Stars of the bars
A good bartender knows how to make the drinks, but a great bartender is also a diplomat and entertainer
Having a good bartender is as important as finding a dentist, a mechanic or a doctor. Just about anyone can pour a shot, but a true bartender is both a diplomat and an entertainer. A career mixologist is a master of the trade who has spent years refining his craft. What separates a bartender from a star-tender? Three local bartenders whose experience matches their good humor explain that there is a lot more involved than plunking a cold bottle on a napkin.
“Let’s just say I was 21,” laughs Erika Johnson when asked how old she was when she started pouring drinks. She’s been bartending at West Second Street Bar, 118 West Second St., since 1996. Just recently, Johnson transferred to Gringo’s Dining Room, the new bar and Mexican restaurant recently added to West Second Street Bar. She enjoys her new role as a bar and restaurant manager.
“I have a Margarita …” she pauses, and one gets the feeling that she might reveal a tangy secret. “It’s made with Partida tequila, Partida agave nectar, fresh squeezed lime and a splash of water.”
“Erika is very friendly, very nice and makes a hell of a drink,” says customer Ron Golis, who has been coming to West Second Street Bar for a decade.

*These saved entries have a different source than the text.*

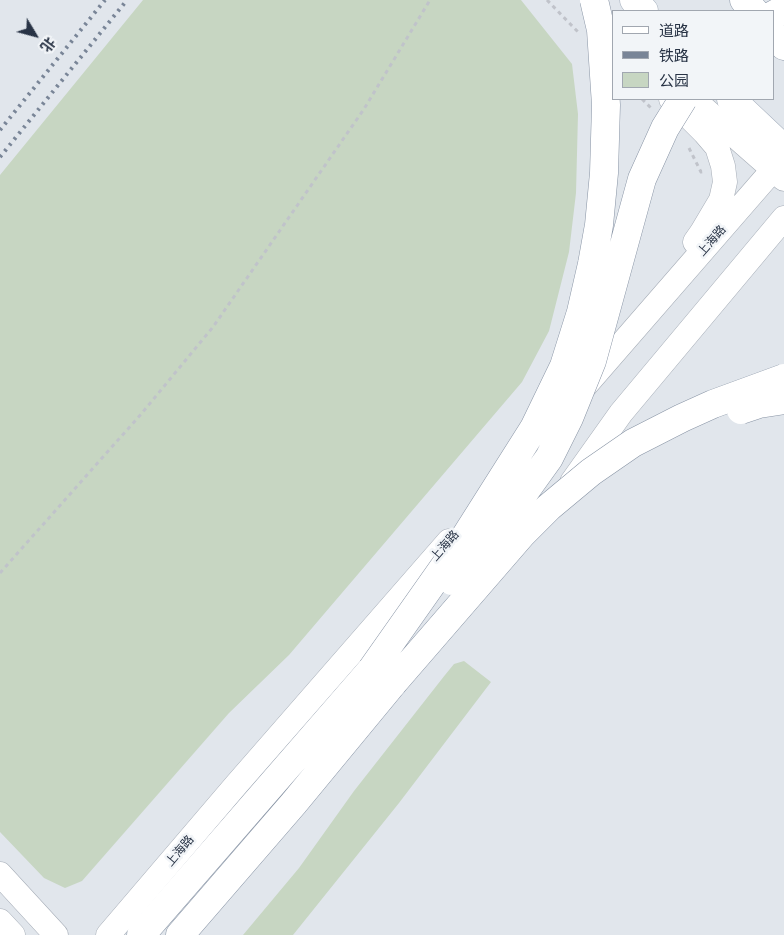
<!DOCTYPE html>
<meta charset="utf-8">
<style>
body{margin:0}
#map{position:relative;width:784px;height:935px;overflow:hidden;background:#e1e6ec;font-family:Rubik,"Noto Sans SC",sans-serif}
canvas{display:block}
.legend{position:absolute;left:612px;top:10px;width:162px;height:90px;box-sizing:border-box;background:#f2f5f8;border:1px solid #a1a7b0;margin:0;padding:6px 9px;list-style:none;font-size:15px;color:#283345}
.legend li{display:flex;align-items:center;gap:10px;height:25px}
.legend b{width:25px;border:1px solid #a1a7b0}
.north{position:absolute;left:10px;top:10px;width:50px;height:50px;-webkit-text-stroke:4px #f2f5f8;paint-order:stroke;rotate:127deg;font-size:14px;font-weight:700;line-height:20px;text-align:center;color:#283345}
.north::after{content:'';display:block;margin:auto;width:18px;height:22px;background:#283345;clip-path:polygon(50% 0,100% 100%,50% 72%,0 100%)}
</style>
<div id="map">
<canvas width="784" height="935"></canvas>
<ul class="legend">
<li><b style="height:6px;background:#fff"></b>道路</li>
<li><b style="height:6px;background:#798597"></b>铁路</li>
<li><b style="height:14px;background:#c7d6c2"></b>公园</li>
</ul>
<div class="north">北</div>
</div>
<script>
const context = document.querySelector('canvas').getContext('2d');
context.lineJoin = 'round';
function fill(path, color) { context.fillStyle = color; context.fill(path, 'evenodd'); }
const toPath = rows => new Path2D(rows.map(r => 'M' + r).join(''));
function strokePath(path, color, width, dash) { context.strokeStyle = color; context.lineWidth = width; context.lineCap = dash ? 'butt' : 'round'; context.setLineDash(dash || []); context.stroke(path); }
function drawText(font, color, halo, rows, align = 'center') {
  context.font = font + ' Rubik,"Noto Sans SC",sans-serif'; context.lineWidth = 5; context.setLineDash([]); context.textBaseline = 'middle'; context.strokeStyle = halo; context.fillStyle = color; for (const [text, x, y, turn = 0] of rows) {
    context.save(); context.translate(x, y); context.rotate((+turn || 0) * Math.PI / 180); context.textAlign = isNaN(turn) ? turn : align; if (halo) context.strokeText(text, 0, 0); context.fillText(text, 0, 0); context.restore();
  }
}
fill(toPath([
 [143,0,521,0,572,64,578,114,576,193,569,252,549,331,522,382,289,655,229,713,82,881,65,888,44,878,0,832,0,175],
 [464,661,491,682,399,803,293,935,243,935,299,868,354,791,445,675,454,664]
]), '#c7d6c2');
const secondary = toPath([
 [671,99,705,133,717,147,723,166,725,182,721,200,702,232,695,242],
 [693,99,784,179],
 [585,386,784,157],
 [572,482,621,413,784,218],
 [0,874,56,935],
 [0,921,13,935],
 [108,935,236,785,449,541]
]);
const primary = toPath([
 [634,0,644,11],
 [731,99,784,149]
]);
const highway = toPath([
 [744,0,754,11],
 [773,15,784,9],
 [773,33,784,46],
 [141,935,372,669],
 [180,935,294,803,393,683]
]);
strokePath(secondary, '#a6adb7', 25);
strokePath(primary, '#9faab9', 29);
strokePath(highway, '#8793a4', 29);
strokePath(toPath([
 [547,0,580,34],
 [642,99,652,109],
 [689,148,701,172,706,171],
 [0,573,142,413,213,327,364,109,430,0]
]), '#c0c3ca', 3, [4, 4]);
strokePath(secondary, '#fff', 24);
strokePath(primary, '#fff', 28);
strokePath(highway, '#fff', 28);
strokePath(toPath([
 [0,130,105,0],
 [0,157,127,0]
]), '#798597', 4, [2.5, 5]);
const highwayBridge = toPath([
 [741,410,759,404,784,400],
 [452,581,472,561,521,497,549,458,569,418,592,361,642,179,665,128,683,99],
 [372,669,465,537,534,428,564,366,581,312,592,264,599,225,604,173,606,105,601,30,594,0],
 [393,683,522,534,549,507,591,472,633,443,682,418,713,404,784,378]
]);
strokePath(highwayBridge, '#8793a4', 29, []);
strokePath(highwayBridge, '#fff', 28);
drawText('12px', '#283345', '#f2f5f8', [
 ["上海路",712,241,-49],
 ["上海路",445,546,-49],
 ["上海路",180,851,-50]
]);
</script>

A good bartender makes customers feel like stars by remembering the customer’s drink, and they return for the personalized service. “I get greeted with MGD,” adds Golis.

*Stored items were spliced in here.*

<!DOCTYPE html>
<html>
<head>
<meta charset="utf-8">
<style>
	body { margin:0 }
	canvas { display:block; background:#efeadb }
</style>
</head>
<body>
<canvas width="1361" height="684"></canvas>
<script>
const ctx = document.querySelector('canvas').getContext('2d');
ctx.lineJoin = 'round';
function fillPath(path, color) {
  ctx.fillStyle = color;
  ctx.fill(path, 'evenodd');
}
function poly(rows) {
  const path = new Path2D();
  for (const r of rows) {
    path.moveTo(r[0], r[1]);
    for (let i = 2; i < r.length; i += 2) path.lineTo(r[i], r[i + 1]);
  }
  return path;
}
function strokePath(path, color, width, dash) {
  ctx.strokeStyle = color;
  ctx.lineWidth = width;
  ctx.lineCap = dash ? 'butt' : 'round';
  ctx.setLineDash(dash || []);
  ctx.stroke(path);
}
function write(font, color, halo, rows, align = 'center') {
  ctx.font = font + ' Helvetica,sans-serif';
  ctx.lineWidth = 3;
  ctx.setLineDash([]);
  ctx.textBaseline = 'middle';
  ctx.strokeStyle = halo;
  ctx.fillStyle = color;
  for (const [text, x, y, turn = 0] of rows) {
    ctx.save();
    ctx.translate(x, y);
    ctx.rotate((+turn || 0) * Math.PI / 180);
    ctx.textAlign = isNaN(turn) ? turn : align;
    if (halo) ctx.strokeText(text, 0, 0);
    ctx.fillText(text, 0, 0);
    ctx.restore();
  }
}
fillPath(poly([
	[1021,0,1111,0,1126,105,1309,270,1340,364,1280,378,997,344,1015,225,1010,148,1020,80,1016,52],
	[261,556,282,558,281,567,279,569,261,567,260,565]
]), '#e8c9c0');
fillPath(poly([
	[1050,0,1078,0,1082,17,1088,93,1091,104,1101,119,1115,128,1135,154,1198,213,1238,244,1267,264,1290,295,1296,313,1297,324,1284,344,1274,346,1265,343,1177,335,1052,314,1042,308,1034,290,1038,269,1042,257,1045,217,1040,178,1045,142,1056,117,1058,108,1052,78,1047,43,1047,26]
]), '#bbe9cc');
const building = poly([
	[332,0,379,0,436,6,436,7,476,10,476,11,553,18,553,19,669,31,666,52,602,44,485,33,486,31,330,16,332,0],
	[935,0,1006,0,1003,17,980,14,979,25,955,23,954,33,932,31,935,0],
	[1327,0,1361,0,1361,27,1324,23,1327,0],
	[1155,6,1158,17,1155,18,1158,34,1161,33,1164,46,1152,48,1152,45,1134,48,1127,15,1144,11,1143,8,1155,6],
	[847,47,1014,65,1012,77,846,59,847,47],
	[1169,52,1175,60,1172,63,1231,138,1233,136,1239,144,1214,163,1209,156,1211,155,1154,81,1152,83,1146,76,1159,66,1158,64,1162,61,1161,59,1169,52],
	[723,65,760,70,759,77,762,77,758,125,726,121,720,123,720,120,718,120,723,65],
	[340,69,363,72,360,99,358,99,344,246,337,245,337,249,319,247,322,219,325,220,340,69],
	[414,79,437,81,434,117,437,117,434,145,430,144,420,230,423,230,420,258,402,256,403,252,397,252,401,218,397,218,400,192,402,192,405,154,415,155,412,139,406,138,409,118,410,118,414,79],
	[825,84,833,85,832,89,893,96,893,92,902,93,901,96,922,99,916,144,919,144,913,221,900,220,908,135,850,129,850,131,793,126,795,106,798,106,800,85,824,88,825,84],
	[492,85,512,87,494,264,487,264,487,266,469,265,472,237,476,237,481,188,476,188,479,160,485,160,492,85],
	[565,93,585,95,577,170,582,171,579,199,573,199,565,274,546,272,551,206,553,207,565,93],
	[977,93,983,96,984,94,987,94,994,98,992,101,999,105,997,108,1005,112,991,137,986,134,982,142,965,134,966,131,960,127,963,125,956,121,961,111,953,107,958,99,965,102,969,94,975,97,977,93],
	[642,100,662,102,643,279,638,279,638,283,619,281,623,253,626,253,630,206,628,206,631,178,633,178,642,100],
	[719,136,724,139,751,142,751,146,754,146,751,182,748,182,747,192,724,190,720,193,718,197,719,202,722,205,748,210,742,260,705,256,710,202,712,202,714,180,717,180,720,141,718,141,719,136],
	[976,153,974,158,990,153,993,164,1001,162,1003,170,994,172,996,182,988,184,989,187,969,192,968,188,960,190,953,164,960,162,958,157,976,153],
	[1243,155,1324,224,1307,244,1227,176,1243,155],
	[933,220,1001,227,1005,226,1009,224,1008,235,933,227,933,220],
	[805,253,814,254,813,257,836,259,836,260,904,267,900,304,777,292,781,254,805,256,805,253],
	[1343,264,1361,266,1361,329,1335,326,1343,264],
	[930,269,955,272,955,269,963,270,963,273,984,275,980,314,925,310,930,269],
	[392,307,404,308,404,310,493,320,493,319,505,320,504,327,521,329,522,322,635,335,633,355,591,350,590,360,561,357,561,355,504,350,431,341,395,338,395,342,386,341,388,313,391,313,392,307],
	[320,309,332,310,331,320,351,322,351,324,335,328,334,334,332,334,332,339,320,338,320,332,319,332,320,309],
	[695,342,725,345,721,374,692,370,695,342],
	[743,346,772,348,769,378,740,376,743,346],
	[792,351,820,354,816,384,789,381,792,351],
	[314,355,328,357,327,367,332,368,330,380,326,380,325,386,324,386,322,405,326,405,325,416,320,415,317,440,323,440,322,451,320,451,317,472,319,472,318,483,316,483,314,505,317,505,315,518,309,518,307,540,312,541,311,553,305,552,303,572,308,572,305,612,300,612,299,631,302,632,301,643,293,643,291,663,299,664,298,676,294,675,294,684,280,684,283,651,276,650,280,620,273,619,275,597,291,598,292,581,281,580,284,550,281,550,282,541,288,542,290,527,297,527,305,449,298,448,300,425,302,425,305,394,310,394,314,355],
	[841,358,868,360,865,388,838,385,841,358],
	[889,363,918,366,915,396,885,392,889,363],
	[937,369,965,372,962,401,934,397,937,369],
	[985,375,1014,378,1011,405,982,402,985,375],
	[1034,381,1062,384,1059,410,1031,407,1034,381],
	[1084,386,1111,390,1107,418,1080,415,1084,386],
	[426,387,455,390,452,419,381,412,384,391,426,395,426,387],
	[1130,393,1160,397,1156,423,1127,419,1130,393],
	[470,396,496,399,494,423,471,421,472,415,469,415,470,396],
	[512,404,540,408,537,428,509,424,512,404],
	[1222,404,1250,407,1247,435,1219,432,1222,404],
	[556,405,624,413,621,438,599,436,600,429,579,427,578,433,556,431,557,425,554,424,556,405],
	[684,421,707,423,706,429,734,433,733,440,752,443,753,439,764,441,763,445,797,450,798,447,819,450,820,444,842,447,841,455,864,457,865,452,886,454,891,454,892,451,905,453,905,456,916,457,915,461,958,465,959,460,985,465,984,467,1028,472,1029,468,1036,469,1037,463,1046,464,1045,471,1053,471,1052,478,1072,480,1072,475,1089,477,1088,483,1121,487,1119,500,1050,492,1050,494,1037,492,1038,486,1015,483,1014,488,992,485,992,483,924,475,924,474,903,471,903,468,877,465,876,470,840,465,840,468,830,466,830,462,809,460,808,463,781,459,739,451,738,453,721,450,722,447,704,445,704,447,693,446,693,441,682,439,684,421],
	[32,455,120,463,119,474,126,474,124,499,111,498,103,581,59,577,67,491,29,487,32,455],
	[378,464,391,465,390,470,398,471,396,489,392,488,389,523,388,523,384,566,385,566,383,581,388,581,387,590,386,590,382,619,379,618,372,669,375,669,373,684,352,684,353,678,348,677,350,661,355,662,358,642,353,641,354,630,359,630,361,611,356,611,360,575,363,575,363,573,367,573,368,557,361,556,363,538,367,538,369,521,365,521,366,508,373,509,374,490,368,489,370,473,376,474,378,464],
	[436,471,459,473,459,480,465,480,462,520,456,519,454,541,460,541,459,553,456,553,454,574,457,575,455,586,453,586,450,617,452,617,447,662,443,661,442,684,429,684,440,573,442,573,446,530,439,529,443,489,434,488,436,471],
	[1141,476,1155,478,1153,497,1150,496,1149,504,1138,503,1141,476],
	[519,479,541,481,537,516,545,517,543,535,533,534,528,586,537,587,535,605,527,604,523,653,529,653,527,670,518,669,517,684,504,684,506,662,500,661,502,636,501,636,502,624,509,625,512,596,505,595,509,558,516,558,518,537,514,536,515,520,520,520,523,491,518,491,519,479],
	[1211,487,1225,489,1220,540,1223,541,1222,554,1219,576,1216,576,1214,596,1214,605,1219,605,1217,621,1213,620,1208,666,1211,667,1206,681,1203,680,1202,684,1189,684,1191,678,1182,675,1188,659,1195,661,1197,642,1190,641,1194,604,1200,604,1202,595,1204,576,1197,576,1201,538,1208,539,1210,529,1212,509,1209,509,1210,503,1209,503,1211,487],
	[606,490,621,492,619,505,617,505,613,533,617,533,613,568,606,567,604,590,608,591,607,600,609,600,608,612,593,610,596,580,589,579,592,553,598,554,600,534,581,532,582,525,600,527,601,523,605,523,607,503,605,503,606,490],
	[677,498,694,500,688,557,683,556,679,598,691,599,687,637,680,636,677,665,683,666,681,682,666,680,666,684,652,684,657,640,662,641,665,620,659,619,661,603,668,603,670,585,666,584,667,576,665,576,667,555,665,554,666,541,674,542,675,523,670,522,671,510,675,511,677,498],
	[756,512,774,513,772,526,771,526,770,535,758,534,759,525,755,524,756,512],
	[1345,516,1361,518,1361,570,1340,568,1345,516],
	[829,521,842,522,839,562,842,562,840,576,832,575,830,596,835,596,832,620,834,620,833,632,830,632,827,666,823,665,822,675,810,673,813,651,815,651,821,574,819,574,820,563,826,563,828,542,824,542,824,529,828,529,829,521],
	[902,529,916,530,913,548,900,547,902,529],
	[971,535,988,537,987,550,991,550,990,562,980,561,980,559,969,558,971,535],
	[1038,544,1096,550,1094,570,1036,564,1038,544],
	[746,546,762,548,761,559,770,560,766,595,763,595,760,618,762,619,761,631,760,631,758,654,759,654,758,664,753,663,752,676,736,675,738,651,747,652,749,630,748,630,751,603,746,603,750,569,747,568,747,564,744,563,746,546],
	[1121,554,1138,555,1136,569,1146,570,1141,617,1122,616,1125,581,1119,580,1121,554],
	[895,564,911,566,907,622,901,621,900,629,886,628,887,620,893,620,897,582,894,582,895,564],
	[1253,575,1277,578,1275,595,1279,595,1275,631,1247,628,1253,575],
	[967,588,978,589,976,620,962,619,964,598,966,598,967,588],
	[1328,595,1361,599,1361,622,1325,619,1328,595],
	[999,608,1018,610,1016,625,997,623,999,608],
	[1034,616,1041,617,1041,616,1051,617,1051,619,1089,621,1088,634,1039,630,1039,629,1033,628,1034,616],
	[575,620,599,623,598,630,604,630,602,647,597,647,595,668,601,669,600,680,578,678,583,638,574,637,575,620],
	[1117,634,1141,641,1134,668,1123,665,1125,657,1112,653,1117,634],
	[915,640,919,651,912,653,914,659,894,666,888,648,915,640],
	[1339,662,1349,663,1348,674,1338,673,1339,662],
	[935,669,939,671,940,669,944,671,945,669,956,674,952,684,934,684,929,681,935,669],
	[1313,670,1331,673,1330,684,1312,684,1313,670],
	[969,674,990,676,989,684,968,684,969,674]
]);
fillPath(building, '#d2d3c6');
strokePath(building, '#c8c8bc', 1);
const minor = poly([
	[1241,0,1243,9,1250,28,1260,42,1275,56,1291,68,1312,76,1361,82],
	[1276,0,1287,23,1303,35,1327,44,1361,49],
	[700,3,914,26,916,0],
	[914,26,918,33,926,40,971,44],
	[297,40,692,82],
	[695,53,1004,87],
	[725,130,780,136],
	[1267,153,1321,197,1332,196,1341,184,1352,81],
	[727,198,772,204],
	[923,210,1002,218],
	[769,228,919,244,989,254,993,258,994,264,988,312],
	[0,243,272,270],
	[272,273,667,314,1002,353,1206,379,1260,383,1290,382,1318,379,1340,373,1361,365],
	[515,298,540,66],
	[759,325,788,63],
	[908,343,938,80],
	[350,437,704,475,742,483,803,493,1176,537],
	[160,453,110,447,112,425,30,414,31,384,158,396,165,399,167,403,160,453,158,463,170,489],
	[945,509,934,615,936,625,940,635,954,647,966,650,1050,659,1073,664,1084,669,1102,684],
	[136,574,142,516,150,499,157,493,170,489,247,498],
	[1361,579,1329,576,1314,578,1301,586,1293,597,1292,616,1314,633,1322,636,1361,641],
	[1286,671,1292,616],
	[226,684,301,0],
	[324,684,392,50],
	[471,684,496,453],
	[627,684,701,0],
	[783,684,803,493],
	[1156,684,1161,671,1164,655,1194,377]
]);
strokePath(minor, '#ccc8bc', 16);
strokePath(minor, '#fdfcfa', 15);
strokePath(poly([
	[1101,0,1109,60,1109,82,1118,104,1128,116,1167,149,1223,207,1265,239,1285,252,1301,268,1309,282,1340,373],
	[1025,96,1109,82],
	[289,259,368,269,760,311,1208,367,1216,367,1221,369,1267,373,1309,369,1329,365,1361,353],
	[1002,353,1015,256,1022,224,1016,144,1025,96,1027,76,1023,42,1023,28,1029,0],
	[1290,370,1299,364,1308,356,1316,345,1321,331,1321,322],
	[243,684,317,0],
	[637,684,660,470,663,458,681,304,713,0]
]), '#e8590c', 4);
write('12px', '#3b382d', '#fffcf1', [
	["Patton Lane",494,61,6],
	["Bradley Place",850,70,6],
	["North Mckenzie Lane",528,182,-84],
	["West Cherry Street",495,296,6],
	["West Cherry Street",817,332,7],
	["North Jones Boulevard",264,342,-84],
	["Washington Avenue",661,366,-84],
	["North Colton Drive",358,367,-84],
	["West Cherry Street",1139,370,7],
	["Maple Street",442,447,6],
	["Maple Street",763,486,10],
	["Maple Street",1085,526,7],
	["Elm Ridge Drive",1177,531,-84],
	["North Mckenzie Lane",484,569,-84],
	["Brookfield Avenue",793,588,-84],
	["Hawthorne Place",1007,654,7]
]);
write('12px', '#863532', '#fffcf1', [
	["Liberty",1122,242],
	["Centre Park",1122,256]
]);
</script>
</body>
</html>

Johnson has a tip or two about mixing drinks.
“Study up on your liquor book,” she advises. “Anybody can pour a good drink. Not everybody can make a drink taste good.”
Old school diplomacy
Donny Schwartz is old school. He pulls the olives out of the jar with tongs, not his fingers. He owns his bar, and not just in the business sense. As the owner and proprietor of Abby’s Highway 40, 424 E. Fourth St., Schwartz has filled the place with Reno memorabilia.
“I collected all of it since I was a little kid,” he says. Even the name of the bar is a mixture of personal and local history. Abby was the name of Schwartz’s father, and the bar is located on a section of the old U.S. Route 40 that is now Fourth Street.
“I am a boring, crusty old man,” he laughs. The lights of the bar reflect off his head, giving him a smoky halo. After 32 years of bartending, he has seen it all. “The bar business ain’t like it used to be,” he says, “but it has moments of greatness.”
If you look down the bar, his patrons range from bikers to college students, and he maintains the same friendly banter with all of them. Bill Monteiro has been coming to Abby’s since it opened 11 years ago. “This is my first stop, and I end up not going anywhere else. Donny’s a comedian.”
A man pops his head in the door. “Can I ask you what time you got?” he yells to Schwatrz.
“Time to get a watch,” responds Schwartz, grinning.
A good bartender is a good host. Randy Belford tends bar at Simon’s Café & Lounge, 6135 Lakeside Drive. Simon’s has the feel of an old-world bar. People play dominoes at a corner table. Everyone seems to know each other, and the entertainment from the bartender is as engaging as the prime rib that you can eat right at the bar.
“I don’t have coffee beans, but I do have bacon,” quips Belford, setting a bottle of Sambuca on the bar. “Isn’t that what you do when you don’t have coffee beans?”
Laughter erupts around the bar. The patrons hang on his every word. Belford has a quiet, deadpan sense of humor. He doesn’t talk much, but when he does, people laugh.
“Two rules,” he says firmly, “no arm wrestling, no throwing things.”
“Randy’s got personality,” says customer Micha Stevens. “He makes you laugh. He knows how to talk to you. It doesn’t matter if you’re eight or 80.”
Chris King agrees. “He puts up with me, he knows how to deal with customers.”
Belford chortles and picks up King’s empty bottle, replacing it with a new one. “Great,” mutters King, “now he thinks I have a man-crush on him.”